São Paulo (AUN - USP) - Não é de hoje que a soja se tornou um dos principais componentes da balança comercial brasileira – é só observar os dados das últimas décadas para comprovar tal fato. Mais interessante, porém, é perceber a mudança das características que seu plantio sofreu no decorrer dos últimos 50 anos, seja em sua localização ou em sua maneira de organização – prezando por uma estrutura de governança familiar ou patronal. Uma boa análise dessa trajetória da oleaginosa foi feita em uma tese de mestrado defendida no dia 6 de maio de 2011, na Faculdade de Economia, Administração e Contabilidade (FEA). A pesquisa, que foi realizada por Raquel Sivestrin Zanon, tem o nome de Organização familiar agrícola: o caso da produção de soja no Sul do Brasil, e versa justamente sobre as diferenças existentes entre o cultivo da soja nas regiões Sul e Centro-Oeste.

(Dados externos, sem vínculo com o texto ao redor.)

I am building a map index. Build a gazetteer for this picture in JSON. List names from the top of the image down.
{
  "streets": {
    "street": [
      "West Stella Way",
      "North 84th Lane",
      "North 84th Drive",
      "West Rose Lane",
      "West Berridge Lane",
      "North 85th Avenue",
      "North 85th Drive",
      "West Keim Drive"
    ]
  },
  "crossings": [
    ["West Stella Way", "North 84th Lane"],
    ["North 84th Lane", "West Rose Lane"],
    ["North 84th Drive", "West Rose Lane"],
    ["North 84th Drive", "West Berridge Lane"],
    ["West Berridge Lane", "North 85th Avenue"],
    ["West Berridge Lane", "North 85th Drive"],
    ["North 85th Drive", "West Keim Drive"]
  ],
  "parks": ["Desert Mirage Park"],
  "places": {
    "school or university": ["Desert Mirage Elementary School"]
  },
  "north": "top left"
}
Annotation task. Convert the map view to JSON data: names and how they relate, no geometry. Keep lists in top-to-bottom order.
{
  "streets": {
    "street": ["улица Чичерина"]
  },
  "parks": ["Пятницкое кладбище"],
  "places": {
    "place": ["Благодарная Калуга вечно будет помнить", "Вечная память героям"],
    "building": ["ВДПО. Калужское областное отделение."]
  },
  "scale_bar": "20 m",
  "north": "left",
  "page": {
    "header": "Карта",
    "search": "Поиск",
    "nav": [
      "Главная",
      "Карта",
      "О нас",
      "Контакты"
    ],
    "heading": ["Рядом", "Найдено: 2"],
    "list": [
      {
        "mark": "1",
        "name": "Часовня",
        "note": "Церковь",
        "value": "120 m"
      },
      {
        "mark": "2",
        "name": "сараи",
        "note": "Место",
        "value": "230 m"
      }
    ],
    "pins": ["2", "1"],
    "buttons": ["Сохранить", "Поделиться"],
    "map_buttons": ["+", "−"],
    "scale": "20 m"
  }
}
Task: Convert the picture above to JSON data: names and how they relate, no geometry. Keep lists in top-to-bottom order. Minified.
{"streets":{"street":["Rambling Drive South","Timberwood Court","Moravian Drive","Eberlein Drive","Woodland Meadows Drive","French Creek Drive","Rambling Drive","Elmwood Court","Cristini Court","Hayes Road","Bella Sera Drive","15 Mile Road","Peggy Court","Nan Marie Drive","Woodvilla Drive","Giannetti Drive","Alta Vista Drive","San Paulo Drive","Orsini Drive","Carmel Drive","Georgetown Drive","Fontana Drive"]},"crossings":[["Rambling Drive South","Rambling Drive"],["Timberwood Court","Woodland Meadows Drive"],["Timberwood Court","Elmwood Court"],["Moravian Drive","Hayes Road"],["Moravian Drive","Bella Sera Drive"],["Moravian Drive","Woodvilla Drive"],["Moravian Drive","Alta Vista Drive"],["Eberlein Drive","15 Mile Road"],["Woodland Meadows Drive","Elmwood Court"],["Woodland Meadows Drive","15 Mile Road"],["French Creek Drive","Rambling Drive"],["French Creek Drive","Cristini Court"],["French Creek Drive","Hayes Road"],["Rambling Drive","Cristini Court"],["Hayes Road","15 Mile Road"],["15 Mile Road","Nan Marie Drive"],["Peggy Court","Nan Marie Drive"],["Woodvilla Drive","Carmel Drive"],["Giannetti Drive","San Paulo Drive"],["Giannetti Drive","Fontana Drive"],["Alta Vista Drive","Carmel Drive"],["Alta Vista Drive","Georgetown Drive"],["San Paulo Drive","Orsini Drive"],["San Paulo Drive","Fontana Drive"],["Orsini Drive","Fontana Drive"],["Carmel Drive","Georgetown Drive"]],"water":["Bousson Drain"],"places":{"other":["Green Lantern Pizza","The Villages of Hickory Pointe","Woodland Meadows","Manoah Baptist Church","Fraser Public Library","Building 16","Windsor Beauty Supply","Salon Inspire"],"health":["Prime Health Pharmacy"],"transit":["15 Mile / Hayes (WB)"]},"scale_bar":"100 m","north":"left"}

Traçando uma perspectiva histórica, o trabalho se focou no estado gaúcho por este ser o mais tradicional nesse cultivo específico dentro do Brasil, e por boa parte da produção do grão ser feita através de propriedades familiares. “Nessa região [Sul], a produção desenvolveu-se de forma familiar, estrutura que representa 85% dos estabelecimentos e é responsável por cerca de 40% da produção de soja do estado, conforme o Censo Agropecuário de 2006 do Instituto Brasileiro de Geografia e Estatística (IBGE)”, explica Raquel. Entretanto, tais características não se mantiveram quando da mudança de muitos agricultores sulistas para o cerrado. O custo da terra mais baixo permitiu a eles comprar propriedades com tamanhos maiores do que no Sul – algo que favoreceu a ocupação do interior do país. Tal tamanho de propriedades, por sua vez, “favoreceu a exploração patronal, uma vez que a mão-de-obra disponível era em quantidade inferior à observada no Sul”, de acordo com a pesquisadora.
Quando questionada a respeito das características principais da agricultura familiar, a autora da tese responde que “suas principais características são o trabalho familiar, aliado à combinação entre propriedade, gerenciamento e trabalho”. Tal estrutura representa cerca de 12 milhões de trabalhadores, o que corresponde a cerca de 75% dos empregos no setor agropecuário, sem falar que responde por 87% da produção nacional de mandioca, 70% de feijão, 46% de milho e 34% de arroz, segundo o referido levantamento. Tal volume e importância gerou, por parte do governo federal, em 1996, o Programa de Fortalecimento da Agricultura Familiar (Pronaf), que na safra 2007/2008, teve um orçamento de cerca de R$ 9 bilhões, e tem como principal objetivo oferecer crédito subsidiado aos produtores familiares.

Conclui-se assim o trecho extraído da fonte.